↓↓↓

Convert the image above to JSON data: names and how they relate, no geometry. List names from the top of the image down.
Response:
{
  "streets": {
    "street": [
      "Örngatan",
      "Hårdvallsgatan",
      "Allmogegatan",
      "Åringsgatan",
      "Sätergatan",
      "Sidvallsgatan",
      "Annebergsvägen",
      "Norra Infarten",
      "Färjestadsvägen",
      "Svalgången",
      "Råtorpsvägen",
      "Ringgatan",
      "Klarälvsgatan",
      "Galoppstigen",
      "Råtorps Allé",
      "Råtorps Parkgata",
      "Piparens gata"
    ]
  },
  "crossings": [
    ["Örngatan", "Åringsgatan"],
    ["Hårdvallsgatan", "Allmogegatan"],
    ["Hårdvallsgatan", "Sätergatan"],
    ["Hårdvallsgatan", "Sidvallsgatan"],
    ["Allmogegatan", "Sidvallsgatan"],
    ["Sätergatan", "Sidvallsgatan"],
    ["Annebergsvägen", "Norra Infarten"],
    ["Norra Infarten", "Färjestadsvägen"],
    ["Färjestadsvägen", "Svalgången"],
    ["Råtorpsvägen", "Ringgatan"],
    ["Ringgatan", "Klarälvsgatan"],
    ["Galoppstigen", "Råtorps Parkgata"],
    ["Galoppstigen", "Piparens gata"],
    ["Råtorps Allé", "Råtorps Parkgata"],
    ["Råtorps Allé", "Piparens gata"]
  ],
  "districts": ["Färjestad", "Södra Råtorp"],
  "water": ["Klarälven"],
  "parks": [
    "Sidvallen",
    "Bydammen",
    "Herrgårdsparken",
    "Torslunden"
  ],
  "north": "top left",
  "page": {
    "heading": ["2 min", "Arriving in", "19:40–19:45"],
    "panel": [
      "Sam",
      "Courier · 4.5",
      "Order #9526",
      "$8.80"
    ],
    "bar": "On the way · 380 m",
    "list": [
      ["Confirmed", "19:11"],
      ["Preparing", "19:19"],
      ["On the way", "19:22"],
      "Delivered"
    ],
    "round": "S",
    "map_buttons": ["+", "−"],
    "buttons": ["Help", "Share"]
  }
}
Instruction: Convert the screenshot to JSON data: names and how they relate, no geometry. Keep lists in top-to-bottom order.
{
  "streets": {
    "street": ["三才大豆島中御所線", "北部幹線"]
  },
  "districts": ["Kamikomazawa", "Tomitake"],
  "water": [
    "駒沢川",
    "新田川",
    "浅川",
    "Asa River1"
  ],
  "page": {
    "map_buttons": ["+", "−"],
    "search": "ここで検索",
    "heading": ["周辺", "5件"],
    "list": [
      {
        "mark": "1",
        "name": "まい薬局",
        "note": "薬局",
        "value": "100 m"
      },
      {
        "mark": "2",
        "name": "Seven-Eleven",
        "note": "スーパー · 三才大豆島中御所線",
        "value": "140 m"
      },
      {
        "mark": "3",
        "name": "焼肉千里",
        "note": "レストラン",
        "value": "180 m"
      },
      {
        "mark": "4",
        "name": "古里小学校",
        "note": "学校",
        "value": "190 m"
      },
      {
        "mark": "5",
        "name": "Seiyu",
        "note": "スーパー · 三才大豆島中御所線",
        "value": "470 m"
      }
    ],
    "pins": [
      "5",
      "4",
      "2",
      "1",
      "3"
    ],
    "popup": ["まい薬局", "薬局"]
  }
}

↑↑↑

- **What to work on**: Would you copy out all the entries above without changing a single character?

- **Solution for this exercise**:
Convert the image above to JSON data: names and how they relate, no geometry. List names from the top of the image down.
Response:
{
  "streets": {
    "street": [
      "Örngatan",
      "Hårdvallsgatan",
      "Allmogegatan",
      "Åringsgatan",
      "Sätergatan",
      "Sidvallsgatan",
      "Annebergsvägen",
      "Norra Infarten",
      "Färjestadsvägen",
      "Svalgången",
      "Råtorpsvägen",
      "Ringgatan",
      "Klarälvsgatan",
      "Galoppstigen",
      "Råtorps Allé",
      "Råtorps Parkgata",
      "Piparens gata"
    ]
  },
  "crossings": [
    ["Örngatan", "Åringsgatan"],
    ["Hårdvallsgatan", "Allmogegatan"],
    ["Hårdvallsgatan", "Sätergatan"],
    ["Hårdvallsgatan", "Sidvallsgatan"],
    ["Allmogegatan", "Sidvallsgatan"],
    ["Sätergatan", "Sidvallsgatan"],
    ["Annebergsvägen", "Norra Infarten"],
    ["Norra Infarten", "Färjestadsvägen"],
    ["Färjestadsvägen", "Svalgången"],
    ["Råtorpsvägen", "Ringgatan"],
    ["Ringgatan", "Klarälvsgatan"],
    ["Galoppstigen", "Råtorps Parkgata"],
    ["Galoppstigen", "Piparens gata"],
    ["Råtorps Allé", "Råtorps Parkgata"],
    ["Råtorps Allé", "Piparens gata"]
  ],
  "districts": ["Färjestad", "Södra Råtorp"],
  "water": ["Klarälven"],
  "parks": [
    "Sidvallen",
    "Bydammen",
    "Herrgårdsparken",
    "Torslunden"
  ],
  "north": "top left",
  "page": {
    "heading": ["2 min", "Arriving in", "19:40–19:45"],
    "panel": [
      "Sam",
      "Courier · 4.5",
      "Order #9526",
      "$8.80"
    ],
    "bar": "On the way · 380 m",
    "list": [
      ["Confirmed", "19:11"],
      ["Preparing", "19:19"],
      ["On the way", "19:22"],
      "Delivered"
    ],
    "round": "S",
    "map_buttons": ["+", "−"],
    "buttons": ["Help", "Share"]
  }
}
Instruction: Convert the screenshot to JSON data: names and how they relate, no geometry. Keep lists in top-to-bottom order.
{
  "streets": {
    "street": ["三才大豆島中御所線", "北部幹線"]
  },
  "districts": ["Kamikomazawa", "Tomitake"],
  "water": [
    "駒沢川",
    "新田川",
    "浅川",
    "Asa River1"
  ],
  "page": {
    "map_buttons": ["+", "−"],
    "search": "ここで検索",
    "heading": ["周辺", "5件"],
    "list": [
      {
        "mark": "1",
        "name": "まい薬局",
        "note": "薬局",
        "value": "100 m"
      },
      {
        "mark": "2",
        "name": "Seven-Eleven",
        "note": "スーパー · 三才大豆島中御所線",
        "value": "140 m"
      },
      {
        "mark": "3",
        "name": "焼肉千里",
        "note": "レストラン",
        "value": "180 m"
      },
      {
        "mark": "4",
        "name": "古里小学校",
        "note": "学校",
        "value": "190 m"
      },
      {
        "mark": "5",
        "name": "Seiyu",
        "note": "スーパー · 三才大豆島中御所線",
        "value": "470 m"
      }
    ],
    "pins": [
      "5",
      "4",
      "2",
      "1",
      "3"
    ],
    "popup": ["まい薬局", "薬局"]
  }
}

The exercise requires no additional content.